» Prompt
Where a line below includes the word "fractalNoise", copy that line.

» Exercise inputs
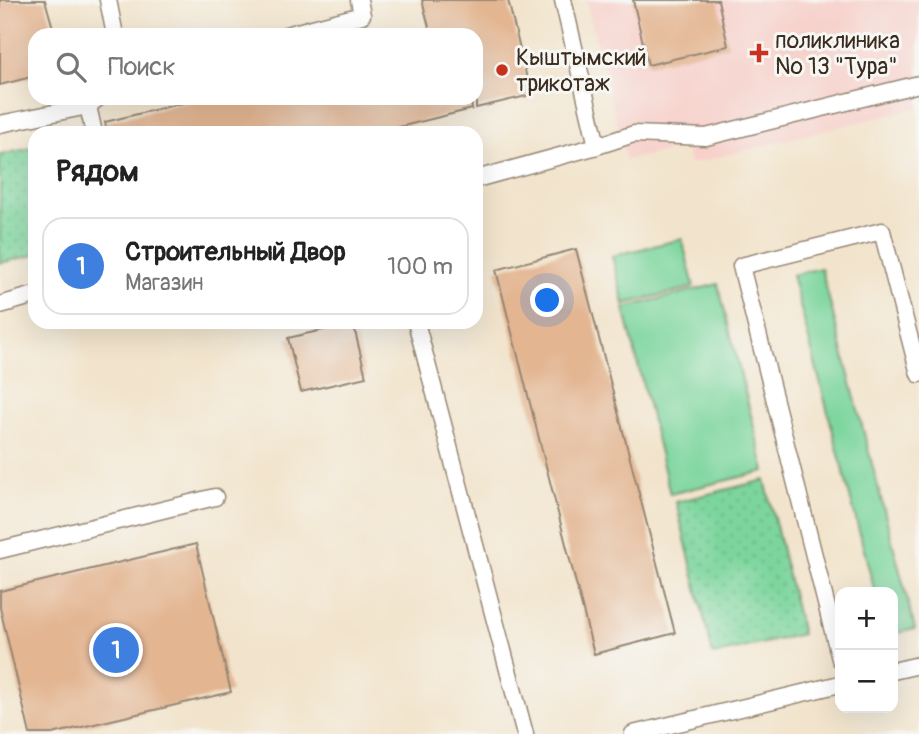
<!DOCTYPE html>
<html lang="ru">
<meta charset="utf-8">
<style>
:root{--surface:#fff;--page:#f6f6f6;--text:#222;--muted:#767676;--line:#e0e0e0;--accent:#d93025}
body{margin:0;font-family:Pangolin,sans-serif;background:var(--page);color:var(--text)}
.controls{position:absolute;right:21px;bottom:21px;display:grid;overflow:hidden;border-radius:14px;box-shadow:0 7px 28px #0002}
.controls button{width:63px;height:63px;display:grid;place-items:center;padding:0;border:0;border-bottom:2px solid var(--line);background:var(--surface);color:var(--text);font:35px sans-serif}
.you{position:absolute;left:548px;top:301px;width:24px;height:24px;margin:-18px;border:5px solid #fff;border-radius:50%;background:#1a73e8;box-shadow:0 0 0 10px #1a73e833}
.badge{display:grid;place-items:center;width:46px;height:46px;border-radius:50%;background:var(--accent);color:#fff;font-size:23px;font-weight:700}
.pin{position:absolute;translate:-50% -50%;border:4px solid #fff;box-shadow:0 2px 7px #0006}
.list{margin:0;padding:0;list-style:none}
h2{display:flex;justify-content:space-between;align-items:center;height:91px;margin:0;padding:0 28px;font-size:30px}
h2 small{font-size:23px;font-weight:400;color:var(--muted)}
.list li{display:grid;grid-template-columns:46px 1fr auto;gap:21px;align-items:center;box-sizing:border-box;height:98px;margin:0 14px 14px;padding:0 14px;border:2px solid var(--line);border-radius:21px}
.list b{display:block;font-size:26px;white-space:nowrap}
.list p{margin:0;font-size:23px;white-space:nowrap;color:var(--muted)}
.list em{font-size:23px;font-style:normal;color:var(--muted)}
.icon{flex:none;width:38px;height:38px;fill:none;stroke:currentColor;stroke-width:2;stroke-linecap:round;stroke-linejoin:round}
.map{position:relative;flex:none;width:919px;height:734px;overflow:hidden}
.search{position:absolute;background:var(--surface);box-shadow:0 7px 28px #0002;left:28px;top:28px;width:455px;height:77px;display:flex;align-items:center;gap:18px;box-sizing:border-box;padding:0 24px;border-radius:21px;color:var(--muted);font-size:26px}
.panel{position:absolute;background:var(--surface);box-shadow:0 7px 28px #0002;left:28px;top:126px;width:455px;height:203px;border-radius:21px}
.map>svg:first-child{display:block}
.built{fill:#f7d0ca}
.green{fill:#7cd59c;stroke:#5c805d;stroke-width:2}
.park{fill:url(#park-dots);stroke:#5c805d;stroke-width:2}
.building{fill:#e3b591}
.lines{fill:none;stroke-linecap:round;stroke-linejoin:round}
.service-casing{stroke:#968775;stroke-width:19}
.service{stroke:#fff;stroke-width:16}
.poi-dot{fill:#c8321e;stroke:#f6f6f2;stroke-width:2.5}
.labels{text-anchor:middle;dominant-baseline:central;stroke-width:6;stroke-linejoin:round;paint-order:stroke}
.poi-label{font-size:23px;fill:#3b2a1e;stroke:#f6f6f2;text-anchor:start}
</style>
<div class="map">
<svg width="919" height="734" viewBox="0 0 919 734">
<defs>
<pattern id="park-dots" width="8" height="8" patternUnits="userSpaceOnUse" patternTransform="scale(1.75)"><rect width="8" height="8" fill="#7cd59c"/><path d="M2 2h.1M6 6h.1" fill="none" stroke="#6cb786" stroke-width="1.8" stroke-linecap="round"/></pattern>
</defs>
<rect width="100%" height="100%" fill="#f6f6f2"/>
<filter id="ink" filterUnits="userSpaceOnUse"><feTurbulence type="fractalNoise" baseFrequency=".0143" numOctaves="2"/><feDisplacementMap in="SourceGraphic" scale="14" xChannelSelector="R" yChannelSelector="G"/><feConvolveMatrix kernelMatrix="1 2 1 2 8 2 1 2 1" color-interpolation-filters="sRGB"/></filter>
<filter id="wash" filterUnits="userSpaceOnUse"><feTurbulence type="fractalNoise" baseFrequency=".00686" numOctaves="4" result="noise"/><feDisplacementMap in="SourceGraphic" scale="28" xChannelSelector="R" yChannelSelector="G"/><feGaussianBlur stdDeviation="1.57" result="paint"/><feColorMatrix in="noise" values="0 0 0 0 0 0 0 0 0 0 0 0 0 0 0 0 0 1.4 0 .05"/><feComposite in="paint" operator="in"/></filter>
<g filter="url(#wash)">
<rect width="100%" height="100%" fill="#f2e4cc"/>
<path class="built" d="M 586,0 L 919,0 L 919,107 L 690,164 L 685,148 L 626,160 Z"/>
<path class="green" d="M 682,239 L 694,287 L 624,304 L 612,256 Z
M 821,268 L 915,629 L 893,634 L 893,592 L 875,592 L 792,275 Z
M 718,284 L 765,471 L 670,494 L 624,308 Z"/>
<path class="park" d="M 35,147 L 35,255 L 0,263 L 0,155 Z
M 765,480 L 802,634 L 713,655 L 676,502 Z"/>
<g id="blocks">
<path class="building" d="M 0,0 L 45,0 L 55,35 L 35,35 L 35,76 L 0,85 Z
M 422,0 L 508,0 L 531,95 L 476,108 L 476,35 L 431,35 Z
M 633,0 L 718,0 L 728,46 L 648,65 Z
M 203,98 L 471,98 L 472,109 L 375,133 L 107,133 L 105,122 Z
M 576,249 L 675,633 L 594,654 L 496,270 Z
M 353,323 L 366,377 L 301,392 L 288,338 Z
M 196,544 L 231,692 L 52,734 L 30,734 L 0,608 L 0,591 Z"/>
</g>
</g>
<g filter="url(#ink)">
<use href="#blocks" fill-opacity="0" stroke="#968775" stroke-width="2"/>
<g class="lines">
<defs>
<path id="service" d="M 108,0 L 115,35
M 286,35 L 362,15 L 359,0
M 0,124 L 88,106
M 94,133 L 88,106 L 98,98
M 597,146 L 634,134 L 706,137 L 919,84
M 476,179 L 597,146 L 563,0
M 0,305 L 35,295
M 416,322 L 525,734
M 0,550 L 215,497
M 840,659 L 741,266 L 882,231 L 919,374
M 893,671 L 919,665
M 633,734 L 840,684"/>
</defs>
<use href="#service" class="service-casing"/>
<use href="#service" class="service"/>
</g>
</g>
<g class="poi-dot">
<path d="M755.5 42.5h7v7h7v7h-7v7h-7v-7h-7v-7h7z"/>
<circle cx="502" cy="70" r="7"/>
</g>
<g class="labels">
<g class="poi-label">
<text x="775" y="40">поликлиника<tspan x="775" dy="26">№ 13 "Тура"</tspan></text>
<text x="516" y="57">Кыштымский<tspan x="516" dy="26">трикотаж</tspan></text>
</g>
</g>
</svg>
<div class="controls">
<button>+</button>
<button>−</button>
</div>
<div class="you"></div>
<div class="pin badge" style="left:116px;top:650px;background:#3f7fe0">1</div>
<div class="search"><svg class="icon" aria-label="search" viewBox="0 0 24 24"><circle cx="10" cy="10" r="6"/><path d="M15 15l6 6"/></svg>Поиск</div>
<section class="panel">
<h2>Рядом<small></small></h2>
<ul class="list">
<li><span class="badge" style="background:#3f7fe0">1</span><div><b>Строительный Двор</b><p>Магазин</p></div><em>100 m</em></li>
</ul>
</section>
</div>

» Task result
<filter id="ink" filterUnits="userSpaceOnUse"><feTurbulence type="fractalNoise" baseFrequency=".0143" numOctaves="2"/><feDisplacementMap in="SourceGraphic" scale="14" xChannelSelector="R" yChannelSelector="G"/><feConvolveMatrix kernelMatrix="1 2 1 2 8 2 1 2 1" color-interpolation-filters="sRGB"/></filter>
<filter id="wash" filterUnits="userSpaceOnUse"><feTurbulence type="fractalNoise" baseFrequency=".00686" numOctaves="4" result="noise"/><feDisplacementMap in="SourceGraphic" scale="28" xChannelSelector="R" yChannelSelector="G"/><feGaussianBlur stdDeviation="1.57" result="paint"/><feColorMatrix in="noise" values="0 0 0 0 0 0 0 0 0 0 0 0 0 0 0 0 0 1.4 0 .05"/><feComposite in="paint" operator="in"/></filter>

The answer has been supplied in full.